Water for sale: from the Thames to the Amazon
Drawing on CICTAR’s recent report looking into financing of water and sanitation in Brazil, The Ecologist magazine explains how Britain’s water privatisation concept is being exported to Brazil, leading to the same stories of polluted rivers, collapsing ecosystems and communities left adrift.
‘Britain's failed water model is no longer contained within its borders. It’s now being exported to countries like Brazil.’
‘Brazil’s sanitation crisis is often blamed on geography or lack of development, but this is misleading, as it’s one of the most water-rich countries on Earth. The problem isn’t scarcity, but political decisions about who controls water and who it’s meant to serve.’
‘Livi Gerbase CICTAR researcher, frames access to water and sanitation as one of the clearest expressions of inequality in Brazil.’
“Access to water and sanitation is one of the strongest indicators of inequality in Brazil. Around 40 per cent of the population still lacks access to proper water and sanitation systems.”
The Ecologist explains how The failures in water and sanitation services in Brazil fall disproportionally on poorer, racialised and rural communities, particularly in the North and Northeast of the country.
‘This is environmental injustice, not technical failure.
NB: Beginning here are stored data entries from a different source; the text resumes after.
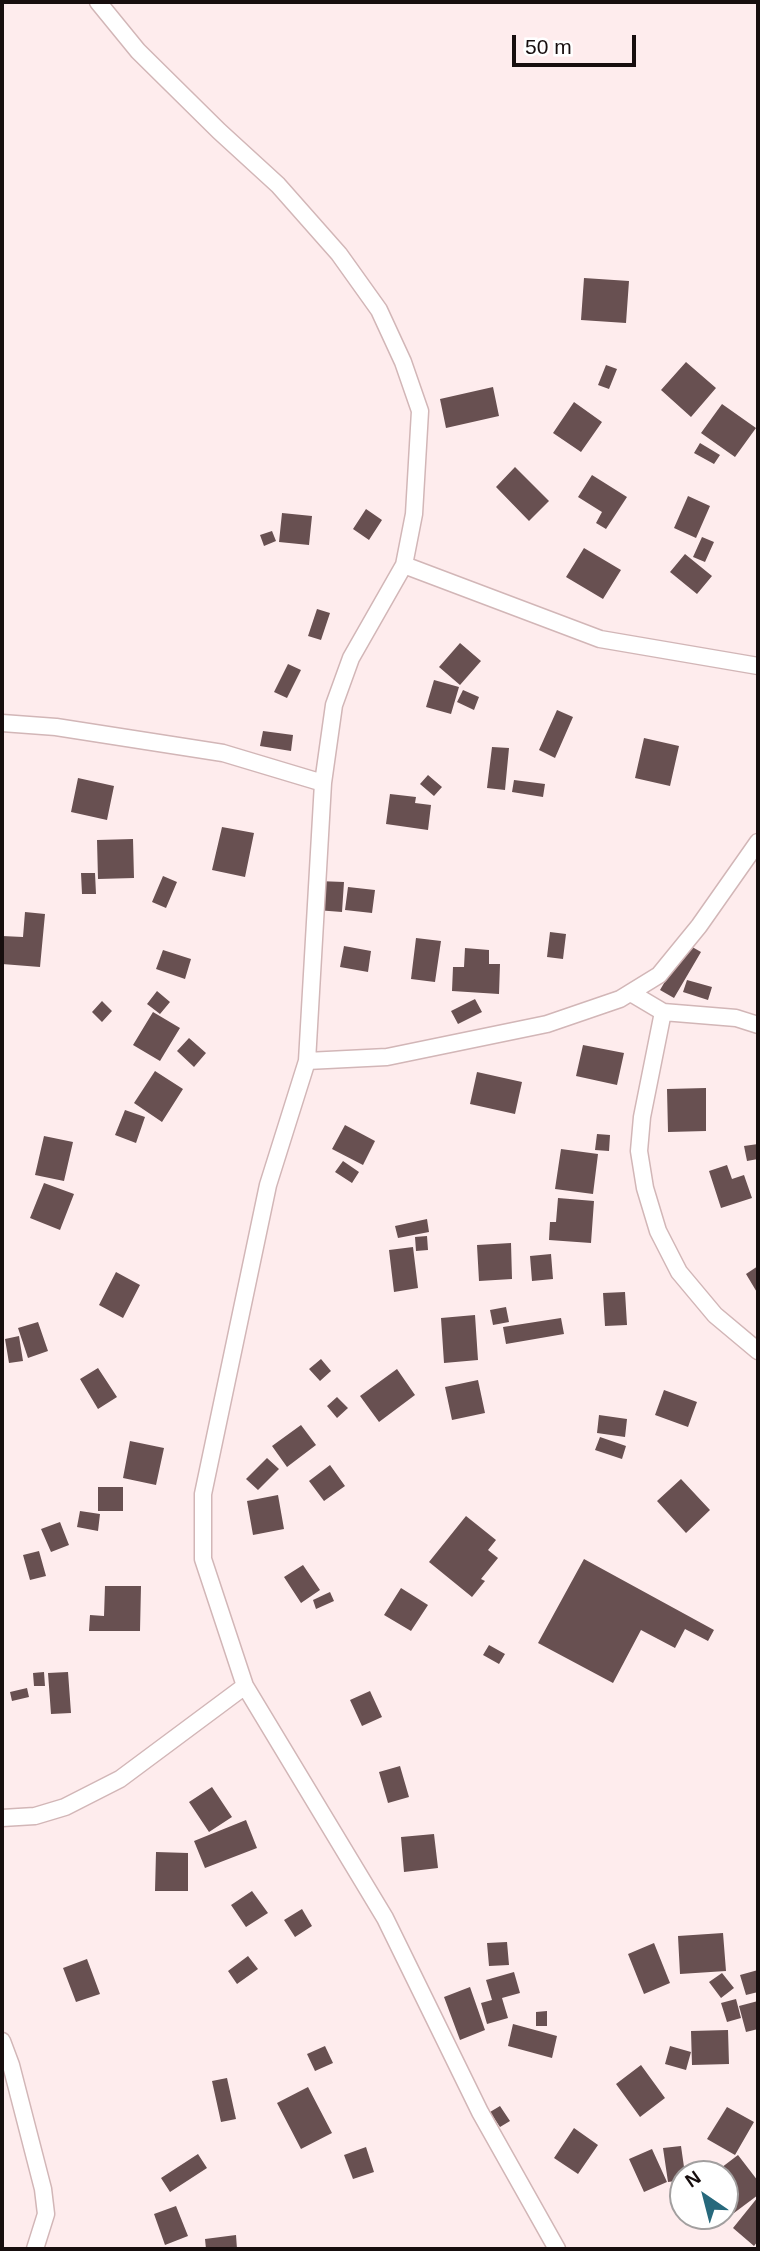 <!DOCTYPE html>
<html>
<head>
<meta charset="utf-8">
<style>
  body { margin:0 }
  #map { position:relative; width:760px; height:2251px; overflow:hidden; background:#feeced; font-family:Helvetica,sans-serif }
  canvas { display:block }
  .frame { position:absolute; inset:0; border:4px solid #170e0e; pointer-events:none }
  .north { position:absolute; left:669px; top:2160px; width:70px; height:70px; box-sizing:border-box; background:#fff; border:2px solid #a29f9f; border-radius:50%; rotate:325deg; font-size:19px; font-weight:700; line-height:28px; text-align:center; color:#170e0e }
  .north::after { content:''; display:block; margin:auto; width:24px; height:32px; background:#27697c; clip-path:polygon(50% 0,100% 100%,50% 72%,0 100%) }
  .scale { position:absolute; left:512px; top:35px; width:124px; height:32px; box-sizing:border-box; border:4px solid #170e0e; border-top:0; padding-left:9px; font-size:21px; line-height:24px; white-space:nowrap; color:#170e0e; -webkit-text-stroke:5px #fff; paint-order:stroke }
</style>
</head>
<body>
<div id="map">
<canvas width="760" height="2251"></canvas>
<div class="frame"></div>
<div class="north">N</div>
<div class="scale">50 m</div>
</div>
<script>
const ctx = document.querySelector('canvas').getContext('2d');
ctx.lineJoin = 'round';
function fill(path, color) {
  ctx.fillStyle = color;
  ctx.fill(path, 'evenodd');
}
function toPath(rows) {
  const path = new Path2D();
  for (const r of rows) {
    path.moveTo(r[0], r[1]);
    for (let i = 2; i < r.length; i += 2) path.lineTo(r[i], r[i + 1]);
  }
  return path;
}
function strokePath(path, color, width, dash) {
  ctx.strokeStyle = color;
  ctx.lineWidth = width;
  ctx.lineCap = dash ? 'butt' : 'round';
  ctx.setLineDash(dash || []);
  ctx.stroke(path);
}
fill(toPath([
  [584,278,629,281,626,323,581,320],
  [686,362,716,388,691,417,661,390],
  [606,365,617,369,609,389,598,385],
  [493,387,499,416,446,428,440,399],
  [574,402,602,422,581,452,553,433],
  [722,404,756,428,735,457,701,433],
  [700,443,720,455,714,464,694,453],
  [515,467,549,501,529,521,496,487],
  [592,475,627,497,606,529,596,523,602,512,578,497],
  [688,496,710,506,696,538,674,528],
  [366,509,382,520,369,540,353,529],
  [282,513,312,516,309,545,279,542],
  [272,531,276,541,264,546,260,535],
  [702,537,714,542,705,562,693,557],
  [584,548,621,570,603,599,566,577],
  [685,554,712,576,697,594,670,572],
  [317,609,330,613,321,640,308,636],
  [460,643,481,661,460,685,439,667],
  [288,664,301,670,287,698,274,692],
  [434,680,459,687,451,714,426,707],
  [463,690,479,697,474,710,457,702],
  [557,710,573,717,555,758,539,750],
  [263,731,293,735,291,751,260,746],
  [644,738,679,746,670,786,635,778],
  [492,747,509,748,505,790,487,788],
  [428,775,442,787,434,796,420,784],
  [78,778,114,786,107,820,71,812],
  [514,780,545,784,543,797,512,792],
  [390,794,416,797,415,803,431,805,428,830,386,824],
  [222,827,254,833,245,877,212,870],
  [133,839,134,878,98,879,97,840],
  [81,873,95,873,96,894,82,894],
  [163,876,177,882,166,908,152,902],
  [318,881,344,882,342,912,316,910],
  [348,887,375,890,372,913,345,910],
  [25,912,45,914,40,967,2,964,2,936,23,937],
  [550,932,566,934,563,959,547,957],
  [416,938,441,941,435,982,411,979],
  [687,944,701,952,674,998,660,990],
  [344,946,371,951,368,972,340,967],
  [465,948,489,950,489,964,500,964,499,994,452,991,453,967,464,967],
  [163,950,191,959,185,979,156,969],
  [687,980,712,987,708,1000,683,992],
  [157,991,170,1002,160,1014,147,1004],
  [475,999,482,1012,458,1024,451,1011],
  [102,1001,112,1011,102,1022,92,1012],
  [153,1012,180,1028,160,1061,133,1045],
  [189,1038,206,1053,194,1067,177,1051],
  [583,1045,624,1053,617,1085,576,1076],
  [155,1071,183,1089,162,1122,134,1103],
  [477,1072,522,1082,515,1114,470,1104],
  [706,1088,706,1131,668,1132,667,1089],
  [125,1110,145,1117,136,1143,115,1135],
  [345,1125,375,1141,363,1165,332,1149],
  [597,1134,610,1135,609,1151,595,1150],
  [44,1136,73,1142,64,1181,35,1175],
  [758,1144,758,1159,747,1161,744,1146],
  [561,1149,598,1154,593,1194,555,1189],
  [343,1161,359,1172,352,1183,335,1172],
  [727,1165,732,1179,744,1175,752,1198,721,1208,709,1171],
  [44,1183,74,1194,60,1230,30,1218],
  [558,1198,594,1201,591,1243,549,1240,550,1222,556,1222],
  [427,1219,429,1232,398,1238,395,1226],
  [427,1236,428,1250,416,1251,415,1237],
  [511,1243,512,1279,479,1281,477,1245],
  [413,1247,418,1288,394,1292,389,1250],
  [551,1254,553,1279,532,1281,530,1256],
  [758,1266,758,1294,746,1274],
  [116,1272,140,1285,123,1318,99,1305],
  [625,1292,627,1325,605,1326,603,1293],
  [506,1307,509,1322,493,1325,490,1310],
  [475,1315,478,1360,444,1363,441,1318],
  [561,1318,564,1334,506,1344,503,1327],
  [38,1322,48,1351,28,1358,18,1328],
  [19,1336,23,1361,9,1363,5,1339],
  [321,1359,331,1371,320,1381,309,1369],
  [98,1368,117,1397,98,1409,80,1379],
  [397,1369,415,1395,379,1422,360,1396],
  [478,1380,485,1413,452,1420,445,1387],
  [664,1390,697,1402,688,1427,655,1415],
  [337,1397,348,1408,337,1418,327,1406],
  [599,1415,627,1419,625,1437,597,1433],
  [301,1425,316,1445,287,1467,272,1446],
  [600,1437,626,1446,622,1459,595,1450],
  [130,1441,164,1448,156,1485,123,1478],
  [267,1458,279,1469,258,1490,246,1479],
  [330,1465,345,1486,324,1501,309,1481],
  [681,1479,710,1510,686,1533,657,1501],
  [98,1487,123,1487,123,1511,98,1511],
  [278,1495,284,1529,253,1535,247,1501],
  [80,1511,100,1514,98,1531,77,1527],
  [466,1516,496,1540,488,1550,498,1558,481,1579,485,1581,472,1597,429,1562],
  [60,1522,69,1545,51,1552,41,1529],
  [39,1551,46,1576,30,1580,23,1555],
  [584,1559,714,1630,708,1641,685,1629,675,1648,641,1630,613,1683,538,1643],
  [303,1565,320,1590,301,1603,284,1577],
  [105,1586,141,1586,140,1631,89,1631,90,1615,104,1616],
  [401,1588,428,1605,411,1631,384,1615],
  [330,1592,334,1601,316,1609,313,1600],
  [489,1645,505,1654,499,1664,483,1655],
  [44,1672,45,1686,34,1686,33,1673],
  [68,1672,71,1713,51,1714,48,1673],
  [27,1688,29,1697,12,1701,10,1692],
  [370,1691,382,1717,362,1726,350,1700],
  [400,1766,409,1797,388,1803,379,1772],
  [212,1787,232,1817,209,1832,189,1802],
  [246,1820,257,1848,205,1868,194,1841],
  [434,1834,438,1868,404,1872,401,1837],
  [156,1852,188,1853,188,1891,155,1891],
  [252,1891,268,1913,246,1927,231,1905],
  [302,1909,312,1926,295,1937,284,1920],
  [723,1933,726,1971,680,1974,678,1936],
  [507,1942,509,1965,489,1966,487,1943],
  [654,1943,670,1983,644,1994,628,1954],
  [248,1956,258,1969,237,1984,228,1971],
  [87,1959,100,1994,76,2002,63,1968],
  [758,1970,758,1992,746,1995,740,1975],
  [514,1972,520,1993,502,1998,508,2018,487,2024,481,2003,492,2000,486,1980],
  [722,1973,734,1988,721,1998,709,1982],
  [470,1987,485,2030,460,2040,444,1997],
  [736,1999,741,2018,727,2022,721,2003],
  [758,2001,758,2029,746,2032,739,2006],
  [547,2011,547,2026,536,2026,536,2012],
  [513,2024,557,2036,552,2058,508,2046],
  [728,2030,729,2064,692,2065,691,2031],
  [325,2046,333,2063,315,2071,307,2054],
  [670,2046,691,2052,686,2070,665,2064],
  [641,2065,665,2098,640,2117,616,2084],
  [227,2078,236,2119,221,2122,212,2081],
  [308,2087,332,2133,301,2149,277,2103],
  [500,2106,510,2121,500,2127,490,2112],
  [727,2107,754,2122,735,2155,707,2139],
  [574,2128,598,2145,578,2174,554,2158],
  [681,2146,685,2174,683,2174,683,2180,668,2182,663,2148],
  [366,2147,374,2172,353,2179,344,2155],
  [652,2149,667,2182,644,2192,629,2159],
  [198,2154,207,2168,170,2192,161,2178],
  [738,2155,758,2181,758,2195,734,2213,725,2202,725,2174,713,2174],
  [758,2197,758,2241,754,2246,733,2228],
  [176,2206,188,2236,165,2245,154,2214],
  [236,2235,237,2249,206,2249,205,2239]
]), '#685051');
const street = toPath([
  [98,2,138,51,219,131,278,185,339,254,379,310,403,362,420,411,414,514,404,565,351,658,334,705,323,783,307,1061,268,1185,203,1494,203,1559,245,1686,385,1918,480,2112,557,2249],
  [404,565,600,639,758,666],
  [2,723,56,727,223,753,323,783],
  [631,993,663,1012,736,1018,758,1025],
  [663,1012,642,1117,639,1151,645,1188,658,1231,679,1272,715,1315,758,1351],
  [307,1061,387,1057,547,1024,620,999,659,975,699,926,758,842],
  [2,1818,35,1816,65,1807,120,1779,245,1686],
  [2,2041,11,2065,43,2189,46,2214,35,2249]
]);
strokePath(street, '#d2b6b7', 19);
strokePath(street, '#fff', 16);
</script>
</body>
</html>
These outcomes reflect political choices about ownership, financing and regulation, mirroring the path taken by the UK in the late 1980s, when water was removed from public control and redefined as a commercial service rather than shared resource.’
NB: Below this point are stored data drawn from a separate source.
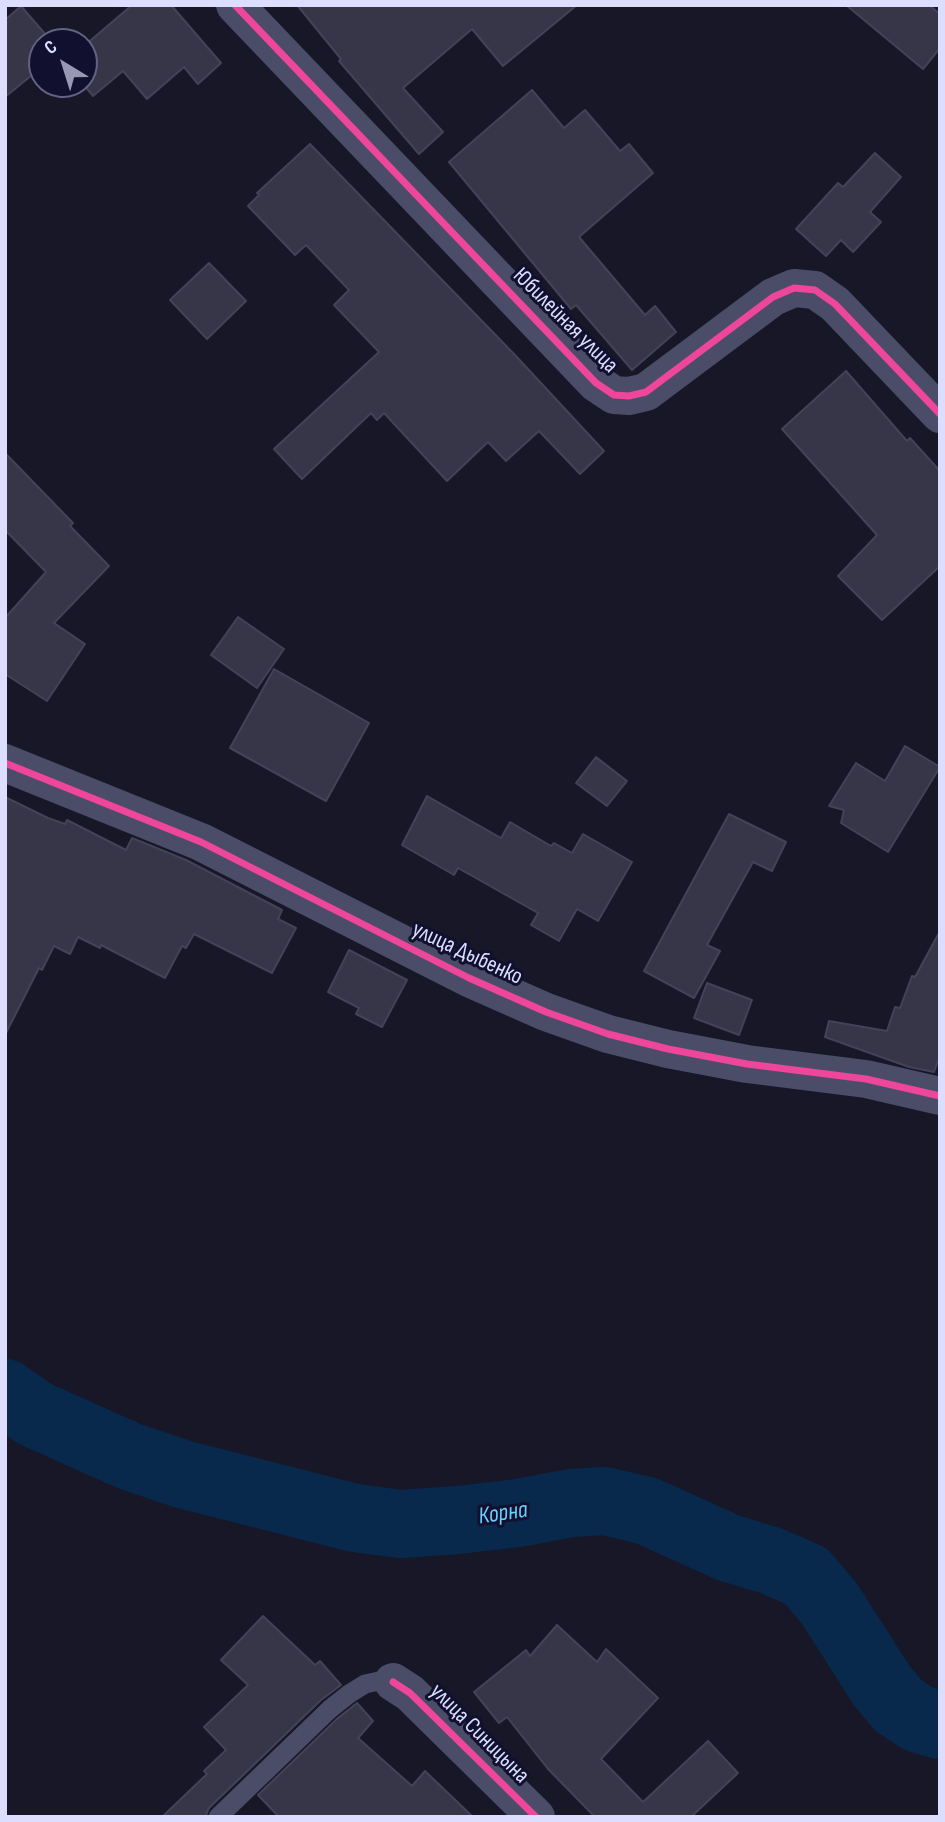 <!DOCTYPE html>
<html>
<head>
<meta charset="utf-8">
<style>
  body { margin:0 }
  #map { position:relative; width:945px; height:1822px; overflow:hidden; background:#171727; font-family:"Sofia Sans Condensed",sans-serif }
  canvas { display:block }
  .frame { position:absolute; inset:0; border:7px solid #ddf; pointer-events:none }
  .north { position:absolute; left:28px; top:28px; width:70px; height:70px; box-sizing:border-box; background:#11102e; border:2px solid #636282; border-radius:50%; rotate:322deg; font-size:19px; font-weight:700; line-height:28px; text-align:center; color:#ddf }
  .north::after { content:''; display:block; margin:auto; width:24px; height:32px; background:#9898b3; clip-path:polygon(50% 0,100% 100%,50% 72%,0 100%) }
</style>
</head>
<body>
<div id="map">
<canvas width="945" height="1822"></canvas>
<div class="frame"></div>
<div class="north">С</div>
</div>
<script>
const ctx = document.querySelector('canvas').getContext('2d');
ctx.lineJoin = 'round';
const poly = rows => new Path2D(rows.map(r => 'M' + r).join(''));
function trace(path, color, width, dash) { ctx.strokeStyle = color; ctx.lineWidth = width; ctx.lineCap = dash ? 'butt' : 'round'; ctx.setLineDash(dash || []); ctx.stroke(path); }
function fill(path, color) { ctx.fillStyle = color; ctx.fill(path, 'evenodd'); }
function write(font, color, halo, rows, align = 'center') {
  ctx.font = font + ' "Sofia Sans Condensed",sans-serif'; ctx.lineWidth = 6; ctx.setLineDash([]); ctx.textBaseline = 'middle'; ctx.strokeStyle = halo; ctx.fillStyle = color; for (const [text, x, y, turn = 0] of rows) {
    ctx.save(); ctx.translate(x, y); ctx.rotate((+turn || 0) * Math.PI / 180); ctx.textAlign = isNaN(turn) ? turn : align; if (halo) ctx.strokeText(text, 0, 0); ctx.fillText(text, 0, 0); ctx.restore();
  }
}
trace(poly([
  [5,1393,35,1414,129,1456,182,1474,355,1518,401,1524,458,1520,518,1513,571,1503,605,1501,647,1511,729,1548,772,1561,806,1576,829,1603,882,1686,899,1706,919,1719,940,1725]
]), '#08294b', 68);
const building = poly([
  [132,5,171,5,221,63,198,84,184,67,147,99,123,71,93,96,83,84,84,46,132,5],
  [297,5,577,5,503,66,472,29,403,88,443,132,419,154,339,61,341,59,297,5],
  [846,5,929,5,940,14,940,48,923,69,846,5],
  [21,6,52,42,42,42,42,67,5,97,5,20,21,6],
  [532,90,564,128,585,110,620,151,629,144,653,173,579,237,645,315,655,306,676,332,632,370,576,305,571,309,449,162,532,90],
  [310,144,515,355,604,451,580,474,539,431,506,461,488,442,447,481,384,413,377,420,371,413,302,479,274,449,379,352,334,305,349,290,306,245,295,255,248,206,259,195,257,193,310,144],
  [875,153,901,177,870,212,881,222,853,252,841,240,826,256,796,229,838,183,843,187,875,153],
  [209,263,246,301,207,339,170,300,209,263],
  [846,371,907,441,910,438,940,471,940,566,882,620,838,576,877,535,782,429,846,371],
  [5,453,73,523,70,526,109,566,54,623,85,644,47,701,5,674,5,618,46,572,5,530,5,453],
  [238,617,284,649,257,688,211,655,238,617],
  [274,669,369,723,326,801,230,748,274,669],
  [905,746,940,767,888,852,841,823,844,810,829,806,856,763,885,781,905,746],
  [596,757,627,781,607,806,576,783,596,757],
  [427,796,501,838,510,822,551,846,554,843,572,853,583,834,632,862,598,921,577,909,559,941,531,925,538,913,458,868,454,875,402,845,427,796],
  [5,797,48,818,65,824,67,820,126,850,132,838,186,860,282,910,278,919,296,928,272,973,194,934,186,948,182,946,165,978,101,945,100,948,78,937,70,954,54,946,42,970,39,968,5,1035,5,797],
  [729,814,786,842,772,871,753,862,707,945,720,951,694,998,644,971,729,814],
  [940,931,940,1056,934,1072,909,1067,825,1037,829,1021,887,1031,895,1007,900,1008,912,976,915,977,940,931],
  [349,950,407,980,382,1027,356,1014,359,1008,328,992,349,950],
  [707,983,752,1000,739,1035,694,1018,707,983],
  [263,1616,315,1665,320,1661,341,1685,321,1700,209,1808,205,1817,162,1817,207,1774,204,1771,226,1750,204,1727,248,1685,221,1660,263,1616],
  [557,1625,597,1662,606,1649,658,1698,601,1759,643,1802,708,1741,738,1773,691,1817,595,1817,548,1769,507,1717,499,1723,474,1692,526,1650,530,1656,557,1625],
  [357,1703,373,1721,358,1738,412,1786,425,1771,473,1817,279,1817,258,1795,338,1718,357,1703]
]);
fill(building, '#363648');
trace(building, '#434259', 2);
trace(poly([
  [218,1817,330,1709,349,1694,365,1684,379,1681,393,1682]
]), '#4b4d68', 19);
trace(poly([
  [235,5,596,383,614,395,629,396,646,392,773,297,794,288,815,290,835,304,940,414],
  [5,763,201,842,469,978,546,1012,608,1034,668,1049,747,1064,866,1079,940,1096],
  [393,1682,410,1693,536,1817]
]), '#4b4d68', 38);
trace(poly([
  [235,5,596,383,614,395,629,396,646,392,773,297,794,288,815,290,835,304,940,414],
  [5,763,201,842,469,978,546,1012,608,1034,668,1049,747,1064,866,1079,940,1096],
  [393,1682,410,1693,536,1817]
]), '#ed469a', 7);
write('23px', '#ddf', '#11102e', [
  ["Юбилейная улица",565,321,45],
  ["улица Дыбенко",467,954,25],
  ["улица Синицына",479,1734,45]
]);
write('italic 24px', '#6bceff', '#11102e', [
  ["Корна",503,1514,-8]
]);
</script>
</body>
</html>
‘In 2020, Brazil passed the New Sanitation Legal Framework, promising near-universal of sanitation and water supply by 2033.’
‘According to an analysis by CICTAR and the Union of Workers in Water, Sewage and Environment in the State of Bahia, SINDAE, this method was familiar: privatisation, private finance, and protections designed to reassure investors.’
‘Municipalities in Brazil were encouraged to auction off water and sewage services through concessions lasting up to 35 years. Brazil’s national development bank, BNDES, plays a central role, structuring deals and absorbing risk ‘
‘Gerbase describes how Brazil’s 2020 sanitation reforms accelerated privatisation and shifted financial risk onto the public.’
“After the 2020 sanitation reforms, privatisation accelerated and international investors moved in. Incentivised debentures became a key tool, allowing companies to raise large sums quickly while the real cost is carried out by the public, not by companies or local authorities.”
The parallels between the failures of water privatization in the UK and Brazil draw on recent CICTAR research on BRK Ambiental, Brazil’s largest sanitation operator, controlled by Canadian asset manager Brookfield, a major player in Britain’s privatised infrastructure and a familiar presence in the UK water sector.